Как-то во второй половине дня Фотини, Анна, Мария и еще пять-шесть ребят играли, как обычно, на берегу. Они уже привыкли к присутствию немецких солдат, и то, что один из них подошел совсем близко, не привлекло их внимания.
– Давайте камешки бросать! – предложил кто-то из мальчиков.
– Да, кто дальше! – поддержал его другой.
Плоских гладких камней на берегу хватало, и вскоре они полетели в воду, слегка подпрыгивая над гладкой поверхностью, чтобы достичь невидимой цели.
Внезапно один из мальчиков закричал:
– Стой! Стой! Там кто-то есть!
Он был прав. С острова к их берегу кто-то плыл. Немецкий солдат тоже это заметил и наблюдал с презрительным видом.
Дети подпрыгивали на месте, крича пловцу, чтобы тот поворачивал обратно, поскольку предвидели недоброе.
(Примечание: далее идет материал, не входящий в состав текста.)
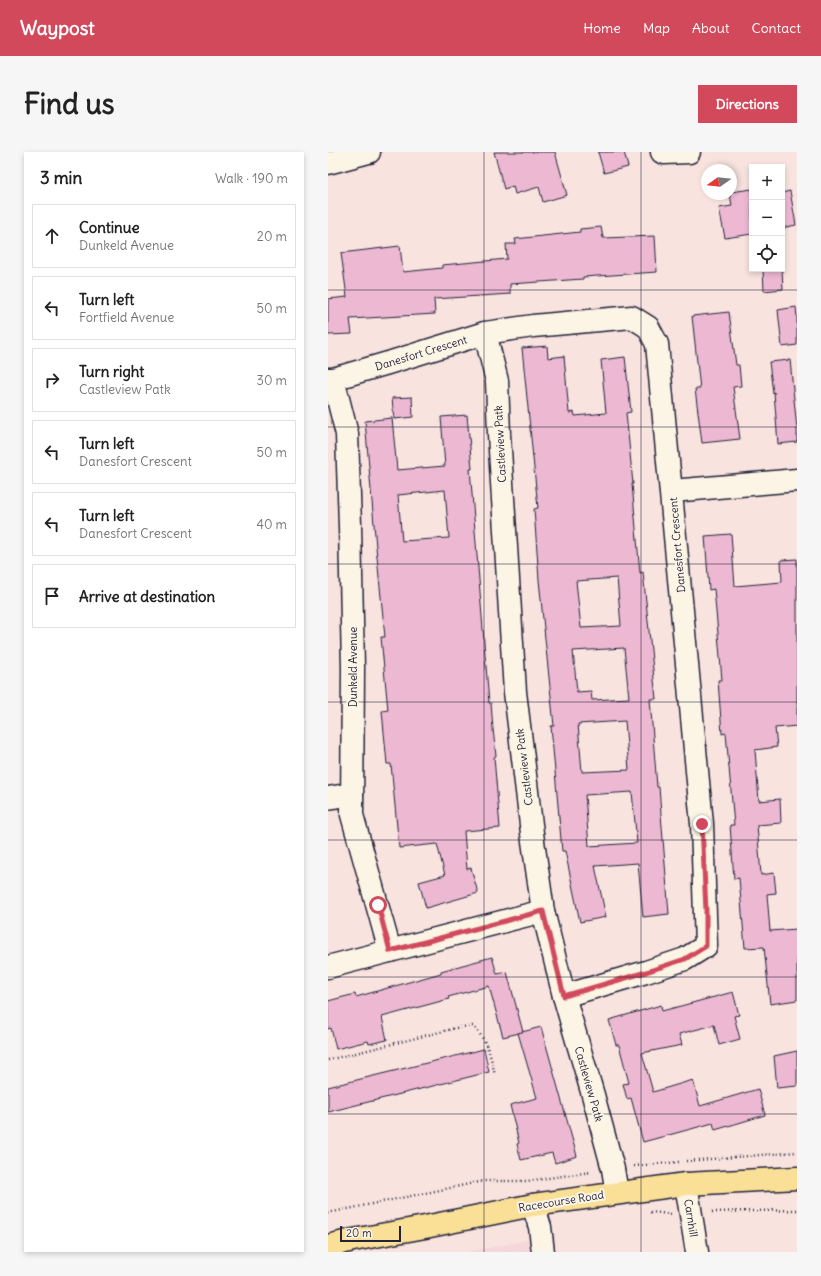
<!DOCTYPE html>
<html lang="en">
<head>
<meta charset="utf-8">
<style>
  :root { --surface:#fff; --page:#f6f6f6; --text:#222; --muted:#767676; --line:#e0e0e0; --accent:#d1495b }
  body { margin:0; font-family:Delius,sans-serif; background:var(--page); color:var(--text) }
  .controls { position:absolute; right:12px; top:12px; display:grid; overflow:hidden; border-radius:0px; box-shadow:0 2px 6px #0003 }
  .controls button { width:36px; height:36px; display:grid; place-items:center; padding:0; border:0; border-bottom:1px solid var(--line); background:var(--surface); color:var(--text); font:20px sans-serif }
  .compass { position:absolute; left:373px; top:12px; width:36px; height:36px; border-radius:50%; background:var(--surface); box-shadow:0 2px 6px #0003; rotate:256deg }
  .scale { position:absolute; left:12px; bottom:10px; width:61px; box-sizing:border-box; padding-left:4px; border:2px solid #22223b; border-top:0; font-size:11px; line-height:14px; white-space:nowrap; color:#22223b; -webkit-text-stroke:3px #fcf5e5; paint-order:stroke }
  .stop { position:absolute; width:12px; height:12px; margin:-9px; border:3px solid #d1495b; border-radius:50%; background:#fff }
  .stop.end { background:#d1495b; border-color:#fff; box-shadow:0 1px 4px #0008 }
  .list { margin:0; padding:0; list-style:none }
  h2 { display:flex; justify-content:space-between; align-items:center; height:52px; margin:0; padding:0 16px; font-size:17px }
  h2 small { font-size:13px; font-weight:400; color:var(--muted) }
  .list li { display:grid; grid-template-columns:26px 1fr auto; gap:12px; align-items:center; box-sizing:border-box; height:64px; margin:0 8px 8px; padding:0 8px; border:1px solid var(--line); border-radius:0px }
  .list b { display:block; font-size:15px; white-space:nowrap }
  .list p { margin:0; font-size:13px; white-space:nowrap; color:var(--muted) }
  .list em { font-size:13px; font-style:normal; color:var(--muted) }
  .icon { flex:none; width:22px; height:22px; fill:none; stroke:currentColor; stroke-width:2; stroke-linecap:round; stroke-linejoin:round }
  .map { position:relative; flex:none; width:469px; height:1100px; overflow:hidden; border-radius:0px }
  header { display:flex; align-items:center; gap:24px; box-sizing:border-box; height:56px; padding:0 20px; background:var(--accent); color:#fff }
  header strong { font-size:19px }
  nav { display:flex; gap:22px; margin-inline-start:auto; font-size:14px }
  .intro { display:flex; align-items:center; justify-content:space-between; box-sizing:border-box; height:96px; padding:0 24px }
  h1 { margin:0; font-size:28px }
  .button { padding:10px 18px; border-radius:0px; background:var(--accent); color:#fff; font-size:14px; font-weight:700 }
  main { display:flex; gap:24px; padding:0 24px }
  aside { flex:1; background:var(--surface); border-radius:0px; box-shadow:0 2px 6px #0003 }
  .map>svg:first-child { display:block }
  .built { fill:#f5d6db }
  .building { fill:#edb8d2; stroke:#22223b; fill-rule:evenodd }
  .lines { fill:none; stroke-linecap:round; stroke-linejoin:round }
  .minor-casing { stroke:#22223b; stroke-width:25 }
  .major-casing { stroke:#22223b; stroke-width:25 }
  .path { stroke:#22223b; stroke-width:2.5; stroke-dasharray:1 3; stroke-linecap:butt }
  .minor { stroke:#fcf5e5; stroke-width:22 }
  .major { stroke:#fadf96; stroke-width:22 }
  .route { stroke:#d1495b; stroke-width:5 }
  .grid { fill:none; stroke:#22223b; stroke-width:1; stroke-opacity:0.55 }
  .labels { text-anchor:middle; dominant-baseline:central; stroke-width:4; stroke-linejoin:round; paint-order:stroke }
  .street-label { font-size:11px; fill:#22223b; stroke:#fcf5e5 }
</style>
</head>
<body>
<header>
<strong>Waypost</strong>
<nav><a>Home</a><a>Map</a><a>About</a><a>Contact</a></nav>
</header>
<div class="intro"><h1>Find us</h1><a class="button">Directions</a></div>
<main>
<aside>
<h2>3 min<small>Walk · 190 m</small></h2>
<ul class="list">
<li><svg class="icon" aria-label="ahead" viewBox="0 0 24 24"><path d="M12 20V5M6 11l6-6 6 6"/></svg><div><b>Continue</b><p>Dunkeld Avenue</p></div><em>20 m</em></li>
<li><svg class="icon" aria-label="left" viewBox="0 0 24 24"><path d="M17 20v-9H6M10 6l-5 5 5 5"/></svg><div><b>Turn left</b><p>Fortfield Avenue</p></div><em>50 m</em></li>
<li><svg class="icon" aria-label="right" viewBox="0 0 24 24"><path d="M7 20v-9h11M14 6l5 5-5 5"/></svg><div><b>Turn right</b><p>Castleview Patk</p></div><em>30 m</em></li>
<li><svg class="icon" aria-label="left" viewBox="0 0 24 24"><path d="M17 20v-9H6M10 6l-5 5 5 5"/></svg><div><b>Turn left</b><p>Danesfort Crescent</p></div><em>50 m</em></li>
<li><svg class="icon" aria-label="left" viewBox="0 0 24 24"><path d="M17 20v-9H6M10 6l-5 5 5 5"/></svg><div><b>Turn left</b><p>Danesfort Crescent</p></div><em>40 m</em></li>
<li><svg class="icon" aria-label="arrive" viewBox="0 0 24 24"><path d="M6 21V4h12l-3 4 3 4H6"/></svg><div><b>Arrive at destination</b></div></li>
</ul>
</aside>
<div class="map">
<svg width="469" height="1100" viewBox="0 0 469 1100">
  <rect width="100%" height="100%" fill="#f8e3df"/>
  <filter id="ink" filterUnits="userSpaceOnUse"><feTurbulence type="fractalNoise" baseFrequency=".025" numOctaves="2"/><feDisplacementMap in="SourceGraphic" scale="8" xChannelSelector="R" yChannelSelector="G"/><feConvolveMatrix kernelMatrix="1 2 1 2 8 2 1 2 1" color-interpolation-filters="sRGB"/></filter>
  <g filter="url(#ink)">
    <!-- built -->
    <path class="built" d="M228 1082 227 1100H138L176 1093Z"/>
    <!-- building -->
    <g class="building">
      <path d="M166 0H227L239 43 215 50 211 35 187 42 185 34 176 37Z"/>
      <path d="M270 0H296L300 15 276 21Z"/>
      <path d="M424 37V82L397 86 391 56 404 54 402 42H403V40Z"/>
      <path d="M462 39 468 73 454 76V41Z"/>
      <path d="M273 75 275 86 327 84 329 120 255 125V127L182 132V142L106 147 107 162 22 167 24 182 0 183V147L19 145 13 101 72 94 75 120 114 116V113L179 107 178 92H188L187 87 252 80V77Z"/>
      <path d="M435 117H454L455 137 436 139Z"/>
      <path d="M468 155 469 166V193L454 195 450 158Z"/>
      <path d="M401 160 408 213H411L413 234 405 235 412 287 374 291 367 237H372L364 164Z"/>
      <path d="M219 194 220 206 236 204 241 261 246 260 247 264 278 261 273 208 297 205 303 260 298 261 305 332H304L312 421 315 420 328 547H322L329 635H331L333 662 341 762 315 765 310 711 267 714 278 765 252 770 237 699H234L223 574H226L211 428 206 357 210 356 194 196ZM289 426 293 474 253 476 248 429ZM296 496 301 546 264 548 263 539 249 540 245 499ZM297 569 301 618 254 620 250 572ZM304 640 309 691 261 694 257 643Z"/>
      <path d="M462 208 469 277V290L450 292 446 240 445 241 441 210Z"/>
      <path d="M84 245 85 265 66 267 64 246Z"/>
      <path d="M139 263 144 317H142L161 551H163L165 577 168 604 166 605 172 676 136 679 139 717 143 716 150 741 98 756 91 730 117 723 109 692 71 696 63 612H59L54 559 60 558 53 485H57L48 395 37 269 64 266 69 318 117 314 113 265ZM117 338 121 386 74 389 70 343Z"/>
      <path d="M403 382 407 434 454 430 453 408 469 407V574L447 576 449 595 427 598 431 649 452 647 453 671 429 673 433 723 446 721 448 741 439 742 442 779 469 777V848L442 852 436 795 417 796 411 726 406 727 402 673H406L398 581 394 582 390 528H394L390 482 386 437 381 438 377 384Z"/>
      <path d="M164 805 169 822 179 820 195 880 175 885 161 834 120 845 121 847 54 865 59 888 41 892 40 889 8 897 3 876 0 877V849L27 842 28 845 113 821V819Z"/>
      <path d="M405 840 411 863 406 864 412 887 391 893 386 873 351 882 354 893 314 901 325 940 365 928 372 954 430 937 437 963 387 978 385 971 315 990 303 946 299 947 295 932 301 931 291 893H288L281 868 333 853 334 859Z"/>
      <path d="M213 875 249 1004 227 1011 224 1001 193 1008 189 992 191 991 182 953 209 946 190 881Z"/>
      <path d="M156 897 161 920 0 960V935Z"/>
      <path d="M469 899V934L449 936 446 904Z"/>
    </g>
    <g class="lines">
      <!-- minor casing -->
      <g class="minor-casing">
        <g id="minor">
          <path d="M334 0 336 1 361 0"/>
          <path d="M0 11 41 0"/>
          <path d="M157 181 169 229 171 282 187 540 205 689 215 759 236 844 265 943 285 1017 289 1041"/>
          <path d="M0 227H5L60 211 157 181 205 174 304 165 320 175 329 192 374 672 378 794 357 807 318 820 236 844"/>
          <path d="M5 227 19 282 22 374 25 516 24 663 62 799"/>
          <path d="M344 339 469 328"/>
          <path d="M0 646 24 642"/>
          <path d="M0 815 215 759"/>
          <path d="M358 1032 369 1100"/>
          <path d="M205 1053 212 1075 215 1100"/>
        </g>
      </g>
      <!-- major casing -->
      <g class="major-casing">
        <path id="major" d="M0 1094 25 1088 97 1075 205 1053 358 1032 469 1026"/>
      </g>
      <!-- path -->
      <g class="path">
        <path d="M0 908 132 875 145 874C160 890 162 902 167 923"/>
        <path d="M358 1009 469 1000"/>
        <path d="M306 1014 351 1010"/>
        <path d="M322 1060 343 1062"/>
        <path d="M384 1060 469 1058"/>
        <path d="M0 1061 156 1029H199L263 1020"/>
      </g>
      <!-- minor -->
      <use href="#minor" class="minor"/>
      <!-- major -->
      <use href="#major" class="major"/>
    </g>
  </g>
  <g class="lines" filter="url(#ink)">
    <!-- route -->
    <path class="route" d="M50 753 62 799 215 759 236 844 318 820 357 807 378 794V759L374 672"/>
  </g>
  <!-- grid -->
  <path class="grid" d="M156 0V1100M313 0V1100M0 138H469M0 275H469M0 412H469M0 550H469M0 688H469M0 825H469M0 962H469"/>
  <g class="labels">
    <!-- street labels -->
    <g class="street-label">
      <text transform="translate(93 201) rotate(-17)">Danesfort Crescent</text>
      <text transform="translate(172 292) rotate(-93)">Castleview Patk</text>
      <text transform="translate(349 393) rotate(-95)">Danesfort Crescent</text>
      <text transform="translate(25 515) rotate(-90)">Dunkeld Avenue</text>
      <text transform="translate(196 615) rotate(-97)">Castleview Patk</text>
      <text transform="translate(261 932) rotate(74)">Castleview Patk</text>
      <text transform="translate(233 1049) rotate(-9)">Racecourse Road</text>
      <text transform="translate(363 1066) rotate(81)">Carnhill</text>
    </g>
  </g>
</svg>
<div class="controls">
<button>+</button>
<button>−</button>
<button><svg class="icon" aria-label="locate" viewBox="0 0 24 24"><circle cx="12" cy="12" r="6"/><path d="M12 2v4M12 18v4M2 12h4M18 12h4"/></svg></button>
</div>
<svg class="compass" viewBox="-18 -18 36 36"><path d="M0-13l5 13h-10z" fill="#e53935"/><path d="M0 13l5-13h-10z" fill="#767676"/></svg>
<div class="scale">20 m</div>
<div class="stop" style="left:50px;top:753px"></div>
<div class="stop end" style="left:374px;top:672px"></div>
</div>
</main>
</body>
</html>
– Да что он делает? – воскликнула Мария. – Он разве не знает, что его могут убить?
Прокаженный медленно, но упорно продвигался вперед. То ли он не замечал солдата на пляже, то ли был готов рискнуть – хотя это и было самоубийственно, – потому что просто не мог больше выносить жизни в колонии. Дети продолжали кричать во все горло, но в то мгновение, когда немец поднял винтовку, умолкли, застыв от ужаса. Немец подождал, пока мужчина подплывет ближе, и, когда тому оставалось до берега метров пятьдесят, убил пловца. Это была хладнокровная казнь. Как в тире. На этом этапе войны люди уже слышали множество историй о кровопролитиях и казнях, но дети ничего такого сами не видели. Но в это мгновение они поняли разницу между рассказами и реальностью. Звук единственного выстрела отдался от воды, его умножили горы, высившиеся позади, и красное покрывало расползлось по поверхности спокойного моря.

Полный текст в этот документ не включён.